James Bergeson

Personal information
- Full name: James Hunter Bergeson
- Born: March 21, 1961 (age 65) Newport Beach, California, U.S.
- Occupation(s): Owner, equipment rental business
- Height: 183 cm (6 ft 0 in)
- Weight: 86 kg (190 lb)
- Spouse: Fran
- Children: 2

Sport
- Sport: Water Polo
- Position: Driver (WP) (Most likely)
- College team: Stanford University
- Coached by: Bill Barnett (Newport High, Olympics) Dante Dettamanti (Stanford)

Medal record
Men's water polo
Representing the United States
Olympic Games
| Silver medal – second place | 1988 Seoul | Men's water polo |

= James Bergeson =

American water polo player (born 1961)

James Hunter Bergeson (born March 21, 1961, in Newport Beach, California) is a former water polo player who competed for Stanford and won the silver medal in Men's water polo for the United States at the 1988 Summer Olympics in Seoul, South Korea. In later life, he owned and started an equipment rental business. In 2002, he was inducted into the USA Water Polo Hall of Fame.

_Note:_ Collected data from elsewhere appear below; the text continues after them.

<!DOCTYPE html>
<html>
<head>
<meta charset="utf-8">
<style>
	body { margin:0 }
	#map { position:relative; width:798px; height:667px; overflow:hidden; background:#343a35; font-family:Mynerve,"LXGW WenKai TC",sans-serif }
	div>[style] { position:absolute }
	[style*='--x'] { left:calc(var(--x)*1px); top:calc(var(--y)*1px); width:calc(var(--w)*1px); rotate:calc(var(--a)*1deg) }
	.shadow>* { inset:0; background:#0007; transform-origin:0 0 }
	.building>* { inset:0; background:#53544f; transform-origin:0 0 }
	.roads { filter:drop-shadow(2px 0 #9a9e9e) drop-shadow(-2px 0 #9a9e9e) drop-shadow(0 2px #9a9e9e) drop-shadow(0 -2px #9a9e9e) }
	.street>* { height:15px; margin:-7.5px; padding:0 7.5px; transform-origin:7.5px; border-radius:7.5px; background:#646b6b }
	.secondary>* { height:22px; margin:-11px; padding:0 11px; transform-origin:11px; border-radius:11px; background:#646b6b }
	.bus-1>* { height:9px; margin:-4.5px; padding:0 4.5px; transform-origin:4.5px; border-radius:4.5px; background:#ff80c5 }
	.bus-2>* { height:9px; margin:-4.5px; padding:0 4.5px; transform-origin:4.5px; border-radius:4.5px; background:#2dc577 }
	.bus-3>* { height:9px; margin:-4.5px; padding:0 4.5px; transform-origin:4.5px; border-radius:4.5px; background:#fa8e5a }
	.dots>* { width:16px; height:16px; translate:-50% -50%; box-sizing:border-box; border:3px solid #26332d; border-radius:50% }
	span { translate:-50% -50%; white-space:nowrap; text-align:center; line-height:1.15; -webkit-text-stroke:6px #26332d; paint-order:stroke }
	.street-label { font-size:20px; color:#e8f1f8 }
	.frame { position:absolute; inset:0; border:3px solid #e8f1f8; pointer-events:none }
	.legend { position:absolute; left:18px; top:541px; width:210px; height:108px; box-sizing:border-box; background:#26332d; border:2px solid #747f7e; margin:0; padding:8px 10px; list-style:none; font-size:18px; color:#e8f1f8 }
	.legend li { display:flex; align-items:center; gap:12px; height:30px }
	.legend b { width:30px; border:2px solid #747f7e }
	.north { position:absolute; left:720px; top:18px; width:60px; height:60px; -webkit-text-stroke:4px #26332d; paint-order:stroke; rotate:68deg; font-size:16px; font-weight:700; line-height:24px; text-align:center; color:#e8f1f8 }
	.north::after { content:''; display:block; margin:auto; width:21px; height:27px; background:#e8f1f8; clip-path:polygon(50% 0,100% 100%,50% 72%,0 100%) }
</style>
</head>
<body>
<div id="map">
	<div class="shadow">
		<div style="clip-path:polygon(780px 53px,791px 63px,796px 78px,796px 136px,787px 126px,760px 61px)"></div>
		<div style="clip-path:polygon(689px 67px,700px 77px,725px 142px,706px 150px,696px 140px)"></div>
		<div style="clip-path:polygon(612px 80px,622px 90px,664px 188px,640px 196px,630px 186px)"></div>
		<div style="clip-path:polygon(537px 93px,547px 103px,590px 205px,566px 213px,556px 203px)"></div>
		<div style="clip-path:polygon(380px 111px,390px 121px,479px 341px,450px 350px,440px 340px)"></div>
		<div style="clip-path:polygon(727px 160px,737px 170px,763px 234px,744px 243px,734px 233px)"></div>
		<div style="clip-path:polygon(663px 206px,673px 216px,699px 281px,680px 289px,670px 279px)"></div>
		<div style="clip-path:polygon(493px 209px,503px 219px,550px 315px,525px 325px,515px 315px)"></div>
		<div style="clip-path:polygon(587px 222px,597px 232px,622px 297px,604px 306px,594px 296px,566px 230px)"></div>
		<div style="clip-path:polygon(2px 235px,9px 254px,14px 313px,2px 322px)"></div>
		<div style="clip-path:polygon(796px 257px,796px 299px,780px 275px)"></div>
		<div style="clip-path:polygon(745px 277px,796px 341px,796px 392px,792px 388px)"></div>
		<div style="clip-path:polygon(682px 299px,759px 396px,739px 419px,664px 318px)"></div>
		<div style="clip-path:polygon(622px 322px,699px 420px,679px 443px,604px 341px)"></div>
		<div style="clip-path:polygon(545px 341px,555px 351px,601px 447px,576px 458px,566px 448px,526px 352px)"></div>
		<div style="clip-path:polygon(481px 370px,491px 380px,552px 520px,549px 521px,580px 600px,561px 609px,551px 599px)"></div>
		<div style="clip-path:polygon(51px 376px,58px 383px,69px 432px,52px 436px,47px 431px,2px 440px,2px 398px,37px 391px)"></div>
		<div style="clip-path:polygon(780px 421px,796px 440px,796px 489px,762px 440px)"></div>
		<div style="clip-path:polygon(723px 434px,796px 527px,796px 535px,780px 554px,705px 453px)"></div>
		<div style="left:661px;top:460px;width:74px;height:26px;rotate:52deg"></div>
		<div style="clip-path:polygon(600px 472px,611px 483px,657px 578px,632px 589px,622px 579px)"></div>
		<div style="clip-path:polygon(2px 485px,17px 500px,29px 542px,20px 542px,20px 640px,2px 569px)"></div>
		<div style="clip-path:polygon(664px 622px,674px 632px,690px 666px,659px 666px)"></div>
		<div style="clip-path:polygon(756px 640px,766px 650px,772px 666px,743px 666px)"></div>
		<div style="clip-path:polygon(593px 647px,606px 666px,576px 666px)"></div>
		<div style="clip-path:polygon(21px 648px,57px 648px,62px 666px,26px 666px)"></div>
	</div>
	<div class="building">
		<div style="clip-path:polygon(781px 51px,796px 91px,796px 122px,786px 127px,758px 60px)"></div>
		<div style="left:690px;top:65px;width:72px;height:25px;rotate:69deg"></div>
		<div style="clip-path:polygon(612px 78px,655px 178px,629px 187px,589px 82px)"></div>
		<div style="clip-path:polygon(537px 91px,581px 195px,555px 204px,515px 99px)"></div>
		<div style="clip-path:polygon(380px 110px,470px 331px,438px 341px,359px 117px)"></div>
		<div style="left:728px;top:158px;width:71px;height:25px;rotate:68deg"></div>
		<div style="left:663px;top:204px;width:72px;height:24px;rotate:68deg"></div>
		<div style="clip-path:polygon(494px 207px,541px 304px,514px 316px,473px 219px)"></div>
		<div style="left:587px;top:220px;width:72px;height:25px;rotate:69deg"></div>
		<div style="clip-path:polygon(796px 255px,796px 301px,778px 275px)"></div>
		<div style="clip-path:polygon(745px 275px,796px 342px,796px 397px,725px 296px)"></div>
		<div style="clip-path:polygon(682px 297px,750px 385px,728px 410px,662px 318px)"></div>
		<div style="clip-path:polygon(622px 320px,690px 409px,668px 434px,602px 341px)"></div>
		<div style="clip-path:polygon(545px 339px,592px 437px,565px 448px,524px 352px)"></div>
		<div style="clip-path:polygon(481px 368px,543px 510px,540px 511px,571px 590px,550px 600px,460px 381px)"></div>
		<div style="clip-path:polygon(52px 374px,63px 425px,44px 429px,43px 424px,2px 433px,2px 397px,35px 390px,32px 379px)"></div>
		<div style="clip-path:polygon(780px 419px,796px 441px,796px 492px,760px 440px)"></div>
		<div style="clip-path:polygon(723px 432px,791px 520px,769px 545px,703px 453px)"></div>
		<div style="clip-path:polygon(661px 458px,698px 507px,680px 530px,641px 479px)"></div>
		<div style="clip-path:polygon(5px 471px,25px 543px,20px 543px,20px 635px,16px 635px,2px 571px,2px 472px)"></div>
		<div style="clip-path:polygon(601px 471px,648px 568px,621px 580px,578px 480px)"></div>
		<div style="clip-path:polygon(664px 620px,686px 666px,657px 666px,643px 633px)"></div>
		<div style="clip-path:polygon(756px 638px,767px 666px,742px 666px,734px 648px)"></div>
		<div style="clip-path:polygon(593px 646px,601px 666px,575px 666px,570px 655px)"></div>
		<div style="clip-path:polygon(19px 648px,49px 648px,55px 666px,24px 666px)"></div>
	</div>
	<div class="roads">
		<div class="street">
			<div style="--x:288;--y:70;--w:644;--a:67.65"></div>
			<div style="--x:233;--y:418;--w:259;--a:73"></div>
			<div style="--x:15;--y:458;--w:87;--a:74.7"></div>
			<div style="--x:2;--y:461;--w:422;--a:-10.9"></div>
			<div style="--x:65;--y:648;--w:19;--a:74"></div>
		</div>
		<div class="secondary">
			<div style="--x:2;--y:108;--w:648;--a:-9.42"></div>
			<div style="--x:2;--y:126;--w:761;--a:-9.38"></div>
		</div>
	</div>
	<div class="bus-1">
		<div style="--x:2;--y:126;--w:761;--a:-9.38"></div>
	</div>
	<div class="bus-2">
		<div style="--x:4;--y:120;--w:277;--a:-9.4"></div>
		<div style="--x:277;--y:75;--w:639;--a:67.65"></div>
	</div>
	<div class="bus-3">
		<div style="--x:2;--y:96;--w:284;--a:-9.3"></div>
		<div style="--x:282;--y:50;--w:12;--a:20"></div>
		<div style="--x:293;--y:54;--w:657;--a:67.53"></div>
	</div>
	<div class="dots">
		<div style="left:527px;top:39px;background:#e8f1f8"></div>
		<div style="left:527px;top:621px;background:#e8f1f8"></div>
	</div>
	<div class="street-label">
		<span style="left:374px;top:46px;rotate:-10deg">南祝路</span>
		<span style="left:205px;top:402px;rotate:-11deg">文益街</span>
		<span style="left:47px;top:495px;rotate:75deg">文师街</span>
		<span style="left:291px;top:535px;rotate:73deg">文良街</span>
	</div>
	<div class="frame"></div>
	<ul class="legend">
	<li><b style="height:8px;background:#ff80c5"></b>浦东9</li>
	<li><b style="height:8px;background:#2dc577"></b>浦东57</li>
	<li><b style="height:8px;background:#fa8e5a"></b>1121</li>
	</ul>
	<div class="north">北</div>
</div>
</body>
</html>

James Bergeson was born March 21, 1961 in Newport Beach, California, and attended and played water polo for Newport Harbor High School from around 1976-1979 where he was coached by long-serving Newport High coach and USA Water Polo Hall of Fame member Bill Barnett. As a High School upperclassman in 1978, he was voted to the Citizen Savings All-CIF Southern Section 4A Water Polo Team, and was also named a Most Valuable Player. While an athlete at Newport Harbor High, Bergeson received the honor of being named a High School All American.

== Stanford University ==
Bergeson attended classes and played water polo for Stanford University from 1979-1983, where he was coached by Dante Dettamanti and was an All American four times. He was part of the Stanford team that won the NCAA national title in Water Polo in 1980 and 1981, with the team finishing second in 1983. With his frequent scoring, Bergeson likely played primarily as a perimeter Driver, where he could take advantage of his speed and shooting accuracy. As a driver, he would generally play or line up even with the ends of the goals, allowing him to score and give scoring assists frequently.

Benefitting from his water polo experience while playing for Stanford University, Bergeson was part of the U.S. National Water Polo team from 1982-1988. He played for the U.S. Junior National team from around 1982-1987.

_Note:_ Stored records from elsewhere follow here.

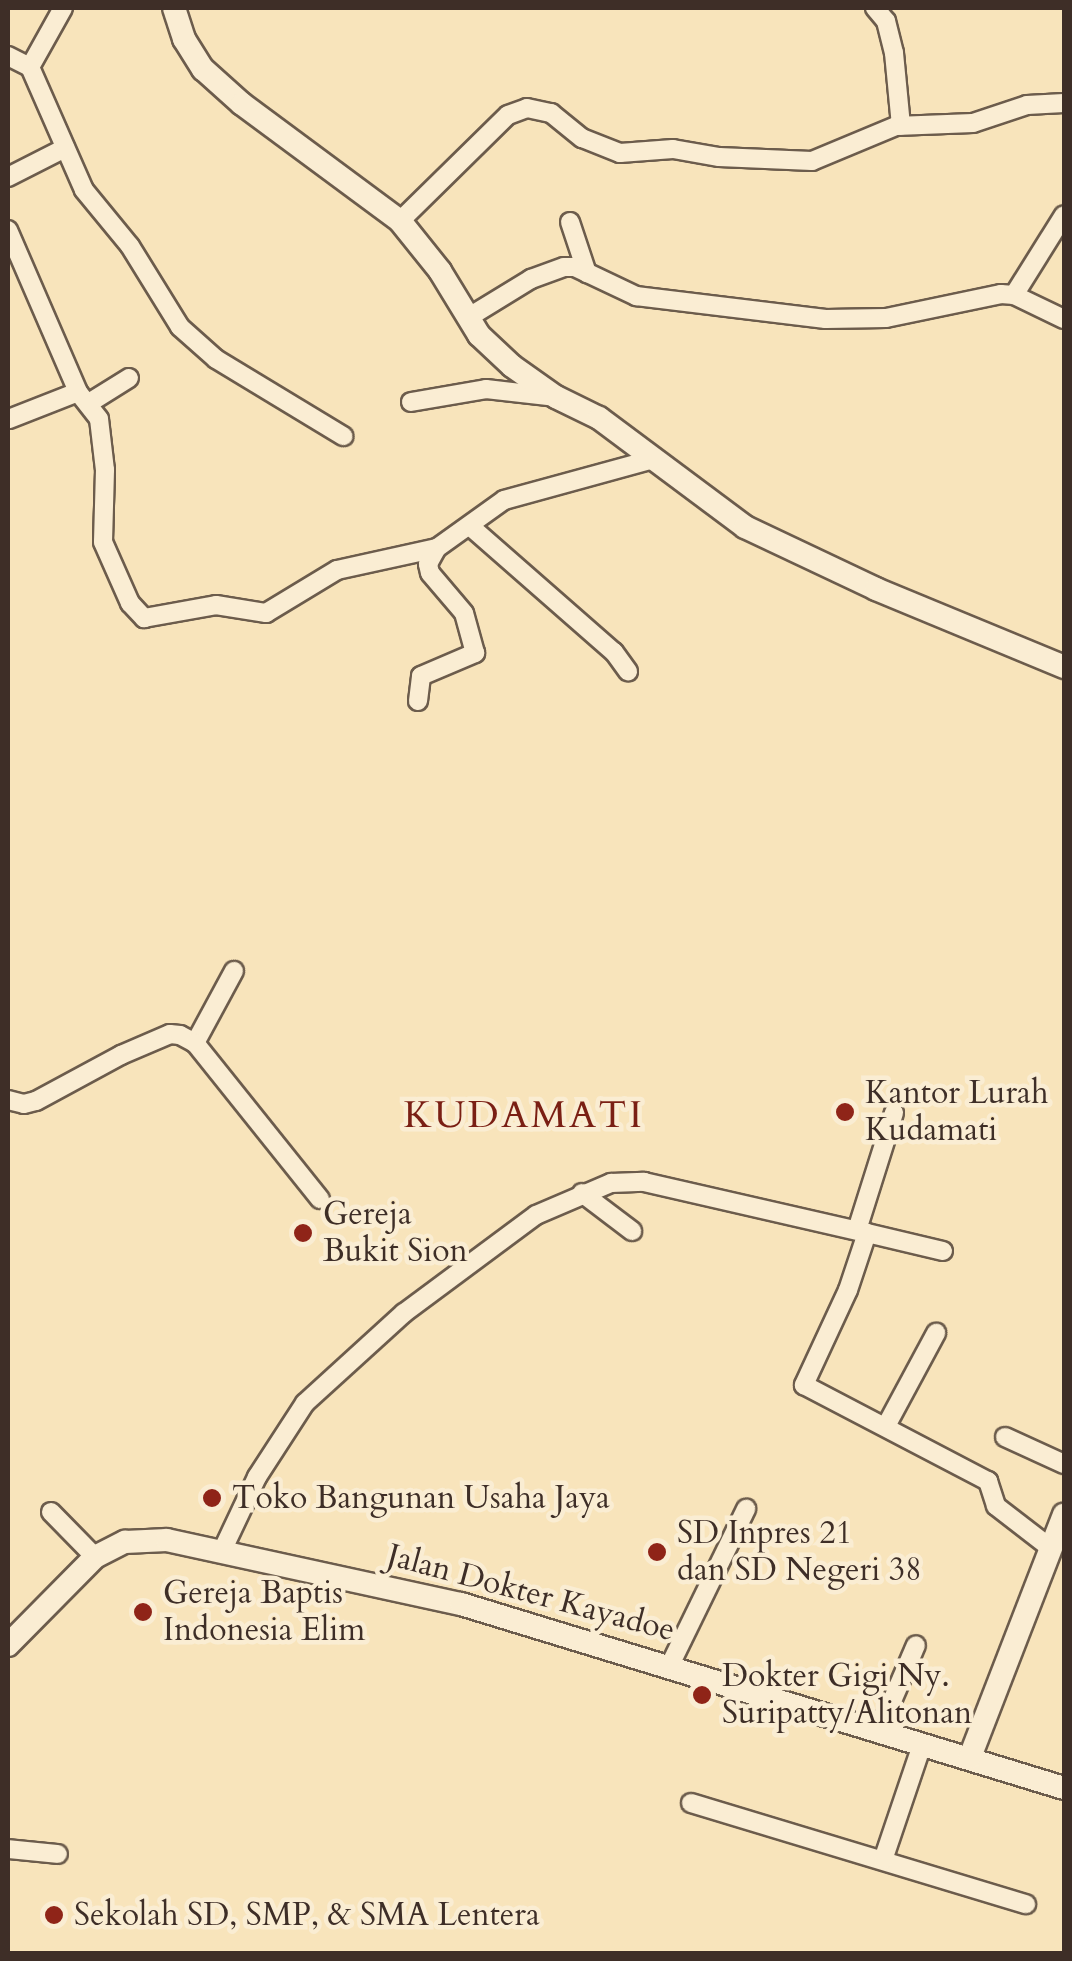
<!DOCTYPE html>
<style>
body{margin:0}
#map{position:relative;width:1072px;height:1961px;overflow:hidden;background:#f8e4bb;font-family:Cardo,serif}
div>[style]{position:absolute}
.roads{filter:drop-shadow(2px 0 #6c5c4c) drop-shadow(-2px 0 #6c5c4c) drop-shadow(0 2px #6c5c4c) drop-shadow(0 -2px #6c5c4c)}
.street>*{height:18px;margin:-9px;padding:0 9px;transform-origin:9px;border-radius:9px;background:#faedd3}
.secondary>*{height:22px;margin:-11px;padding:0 11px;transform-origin:11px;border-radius:11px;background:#faedd3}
.dots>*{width:28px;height:28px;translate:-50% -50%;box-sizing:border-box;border:5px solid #faedd3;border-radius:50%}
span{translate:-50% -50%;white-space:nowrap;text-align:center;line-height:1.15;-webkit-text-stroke:9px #faedd3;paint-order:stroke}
.poi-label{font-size:32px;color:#3e2e27}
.left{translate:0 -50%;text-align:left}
.street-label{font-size:32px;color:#3e2e27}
.quarter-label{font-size:38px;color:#7a1f14;letter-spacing:2.5px}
.frame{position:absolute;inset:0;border:10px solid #3e2e27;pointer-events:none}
</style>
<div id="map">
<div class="roads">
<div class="street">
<i style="left:63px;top:8px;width:68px;rotate:119.2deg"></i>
<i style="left:30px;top:67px;width:134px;rotate:66.3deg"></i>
<i style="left:84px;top:190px;width:72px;rotate:50.6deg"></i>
<i style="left:130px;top:246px;width:95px;rotate:58.3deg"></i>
<i style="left:180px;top:327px;width:48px;rotate:41.6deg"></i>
<i style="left:216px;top:359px;width:149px;rotate:31.2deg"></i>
<i style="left:875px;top:8px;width:17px;rotate:50deg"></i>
<i style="left:886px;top:21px;width:33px;rotate:76deg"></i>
<i style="left:894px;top:53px;width:73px;rotate:84.5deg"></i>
<i style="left:8px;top:56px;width:25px;rotate:27deg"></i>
<i style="left:8px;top:177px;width:64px;rotate:-27deg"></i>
<i style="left:400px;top:221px;width:151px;rotate:-44.5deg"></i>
<i style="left:508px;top:115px;width:20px;rotate:-20deg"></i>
<i style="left:527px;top:108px;width:25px;rotate:12deg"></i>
<i style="left:551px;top:113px;width:40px;rotate:39deg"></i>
<i style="left:582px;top:138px;width:41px;rotate:21.5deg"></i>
<i style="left:620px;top:153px;width:53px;rotate:-4.3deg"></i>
<i style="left:673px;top:149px;width:47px;rotate:9.9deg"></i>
<i style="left:719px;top:157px;width:93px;rotate:2.5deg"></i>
<i style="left:812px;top:161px;width:91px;rotate:-22.6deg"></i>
<i style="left:896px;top:126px;width:77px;rotate:-2.2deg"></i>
<i style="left:973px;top:123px;width:57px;rotate:-18.4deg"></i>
<i style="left:1027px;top:105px;width:37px;rotate:-3deg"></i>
<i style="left:570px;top:222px;width:54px;rotate:71.6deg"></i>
<i style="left:8px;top:230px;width:176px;rotate:66.6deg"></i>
<i style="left:78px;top:392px;width:34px;rotate:52deg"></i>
<i style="left:99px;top:419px;width:51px;rotate:83.3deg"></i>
<i style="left:105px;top:470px;width:72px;rotate:91.6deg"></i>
<i style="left:103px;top:542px;width:67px;rotate:66.1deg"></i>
<i style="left:130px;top:603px;width:21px;rotate:47deg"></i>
<i style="left:144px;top:618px;width:73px;rotate:-10.2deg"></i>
<i style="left:216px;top:605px;width:51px;rotate:9.1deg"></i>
<i style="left:266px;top:613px;width:83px;rotate:-31.2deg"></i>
<i style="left:337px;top:570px;width:102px;rotate:-12.4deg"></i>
<i style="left:437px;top:548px;width:82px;rotate:-35.6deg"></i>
<i style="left:504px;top:500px;width:151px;rotate:-15.3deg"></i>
<i style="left:1014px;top:295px;width:94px;rotate:-58deg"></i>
<i style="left:469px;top:317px;width:73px;rotate:-31.5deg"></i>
<i style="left:531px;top:279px;width:35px;rotate:-20deg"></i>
<i style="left:564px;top:267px;width:11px"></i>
<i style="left:575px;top:267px;width:68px;rotate:25.4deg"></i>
<i style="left:636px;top:296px;width:191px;rotate:6.9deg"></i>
<i style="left:826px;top:319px;width:60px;rotate:-1deg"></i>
<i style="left:886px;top:318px;width:117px;rotate:-11.8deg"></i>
<i style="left:1001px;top:294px;width:13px;rotate:4deg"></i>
<i style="left:1014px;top:295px;width:55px;rotate:25.6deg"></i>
<i style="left:411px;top:402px;width:76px;rotate:-9.8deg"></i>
<i style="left:486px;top:389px;width:69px;rotate:6.6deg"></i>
<i style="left:89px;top:403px;width:47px;rotate:-32deg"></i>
<i style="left:9px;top:419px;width:74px;rotate:-21.4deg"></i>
<i style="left:471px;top:527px;width:190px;rotate:41.2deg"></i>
<i style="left:614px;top:652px;width:24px;rotate:54deg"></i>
<i style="left:418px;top:701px;width:25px;rotate:-83deg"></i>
<i style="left:421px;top:676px;width:59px;rotate:-23.1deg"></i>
<i style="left:475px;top:653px;width:41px;rotate:-105.4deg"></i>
<i style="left:464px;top:613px;width:52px;rotate:-130.4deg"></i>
<i style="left:430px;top:573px;width:9px;rotate:-103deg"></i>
<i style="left:428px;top:564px;width:18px;rotate:-61deg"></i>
<i style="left:195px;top:1043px;width:82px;rotate:-61.6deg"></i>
<i style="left:8px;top:1100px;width:16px;rotate:14deg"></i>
<i style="left:24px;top:1104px;width:12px;rotate:-14deg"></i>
<i style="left:36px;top:1101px;width:97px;rotate:-28.4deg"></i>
<i style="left:121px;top:1055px;width:53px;rotate:-23.2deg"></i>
<i style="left:170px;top:1034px;width:10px;rotate:6deg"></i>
<i style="left:180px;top:1035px;width:17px;rotate:28deg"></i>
<i style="left:195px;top:1043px;width:200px;rotate:51.3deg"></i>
<i style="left:582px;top:1193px;width:63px;rotate:37.2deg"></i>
<i style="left:857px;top:1230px;width:123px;rotate:-72.5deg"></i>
<i style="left:867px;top:1233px;width:78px;rotate:13.3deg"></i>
<i style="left:886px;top:1426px;width:106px;rotate:-61.7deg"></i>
<i style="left:1005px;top:1437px;width:65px;rotate:24.6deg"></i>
<i style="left:51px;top:1512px;width:63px;rotate:45.6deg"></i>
<i style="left:223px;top:1549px;width:80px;rotate:-64.7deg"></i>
<i style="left:257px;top:1477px;width:88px;rotate:-57deg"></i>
<i style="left:305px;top:1403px;width:134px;rotate:-42.3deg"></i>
<i style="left:404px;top:1313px;width:164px;rotate:-36.6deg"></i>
<i style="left:536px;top:1215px;width:82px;rotate:-23.1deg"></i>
<i style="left:611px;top:1183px;width:33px;rotate:-2deg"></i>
<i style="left:644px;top:1182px;width:229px;rotate:12.9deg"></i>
<i style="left:867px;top:1233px;width:60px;rotate:108.4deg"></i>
<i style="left:848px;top:1290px;width:105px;rotate:114.9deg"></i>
<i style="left:804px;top:1385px;width:208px;rotate:27.6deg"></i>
<i style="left:988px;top:1481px;width:26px;rotate:72deg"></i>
<i style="left:996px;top:1506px;width:67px;rotate:37.7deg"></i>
<i style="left:670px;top:1665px;width:174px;rotate:-64deg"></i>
<i style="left:880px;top:1729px;width:91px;rotate:-66.8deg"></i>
<i style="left:691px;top:1803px;width:350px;rotate:16.8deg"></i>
<i style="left:8px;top:1849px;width:50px;rotate:5.7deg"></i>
<i style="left:883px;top:1860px;width:121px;rotate:-71.3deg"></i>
</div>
<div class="secondary">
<i style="left:174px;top:8px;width:33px;rotate:72deg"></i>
<i style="left:184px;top:39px;width:36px;rotate:58deg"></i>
<i style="left:203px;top:69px;width:52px;rotate:41.9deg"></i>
<i style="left:242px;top:104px;width:197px;rotate:36.5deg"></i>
<i style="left:400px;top:221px;width:64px;rotate:51.3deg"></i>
<i style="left:440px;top:271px;width:75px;rotate:58.6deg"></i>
<i style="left:479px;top:335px;width:45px;rotate:43.2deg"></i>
<i style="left:512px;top:366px;width:54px;rotate:35.2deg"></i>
<i style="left:556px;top:397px;width:48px;rotate:26deg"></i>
<i style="left:599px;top:418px;width:182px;rotate:36.7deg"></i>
<i style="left:745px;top:527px;width:145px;rotate:25.3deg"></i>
<i style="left:876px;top:589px;width:204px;rotate:22.5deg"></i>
<i style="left:8px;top:1645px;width:124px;rotate:-45.3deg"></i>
<i style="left:95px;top:1557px;width:34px;rotate:-27deg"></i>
<i style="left:125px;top:1542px;width:42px;rotate:-2.7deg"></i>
<i style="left:167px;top:1540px;width:301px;rotate:12.3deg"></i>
<i style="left:461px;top:1604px;width:630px;rotate:16.97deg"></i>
<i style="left:970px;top:1757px;width:260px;rotate:-68.8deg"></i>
</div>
</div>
<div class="dots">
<i style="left:845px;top:1112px;background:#8f2418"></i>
<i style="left:303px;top:1233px;background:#8f2418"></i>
<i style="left:212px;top:1498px;background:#8f2418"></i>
<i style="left:657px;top:1552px;background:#8f2418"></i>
<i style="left:143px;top:1612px;background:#8f2418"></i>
<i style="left:702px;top:1695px;background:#8f2418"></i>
<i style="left:54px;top:1915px;background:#8f2418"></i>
</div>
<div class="poi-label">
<span class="left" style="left:865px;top:1112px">Kantor Lurah<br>Kudamati</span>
<span class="left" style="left:323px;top:1233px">Gereja<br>Bukit Sion</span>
<span class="left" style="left:232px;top:1498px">Toko Bangunan Usaha Jaya</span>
<span class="left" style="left:677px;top:1552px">SD Inpres 21<br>dan SD Negeri 38</span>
<span class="left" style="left:163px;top:1612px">Gereja Baptis<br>Indonesia Elim</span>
<span class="left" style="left:722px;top:1695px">Dokter Gigi Ny.<br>Suripatty/Alitonan</span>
<span class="left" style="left:74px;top:1915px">Sekolah SD, SMP, &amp; SMA Lentera</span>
</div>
<div class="street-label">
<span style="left:531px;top:1593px;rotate:15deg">Jalan Dokter Kayadoe</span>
</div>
<div class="quarter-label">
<span style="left:524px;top:1116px">KUDAMATI</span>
</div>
<div class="frame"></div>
</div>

==1988 Olympic silver medal==
As coached by U.S. Olympic Coach Bill Barnett, at the September, 1988 Olympics in Seoul, Korea, Bergeson was part of the U.S. Water Polo team that won the silver medal in the 1988 Olympic Men's water polo competition. Pre-Olympic favorite Yugoslavia and the U.S. team were part of group play in their first Olympic match, where the U.S. team bettered Yugoslavia 7-6. But Yugoslavia performed better in the remaining rounds of group play, with the U.S. team recording a loss to the team from Spain in a score of 9-7. With more overall goals, the Yugoslavian and U.S. teams both advanced to the semi-final rounds, where they each won their first match and were later paired in the final match for the gold medal. The U.S. final match with Yugoslavia was tied 6-6 in regular play, but in overtime Yugoslavia took a 9-6 lead making the first three goals, and later won the gold medal with a 9-7 overtime win. The team from the Soviet Union took the bronze, and the West German team placed fourth.

===International competition highlights===
In international competition, Bergeson won a gold medal at the 1987 Pan American Games in Indianapolis, Indiana, as part of the U.S. National team. In the 1982 and 1986 World Championships, he competed for the US, and in 1985 and 1987 represented America as part of the World Cup team.

Bergeson is married to wife Fran and has two children.

===Honors===
Bergeson was named to the USA Water Polo Hall of Fame in 2002, and was announced as part of a California Interscholastic Federation Water Polo All-Century team in 2014.

In his later career, Bergeson started a rental business that serviced both private individuals and companies.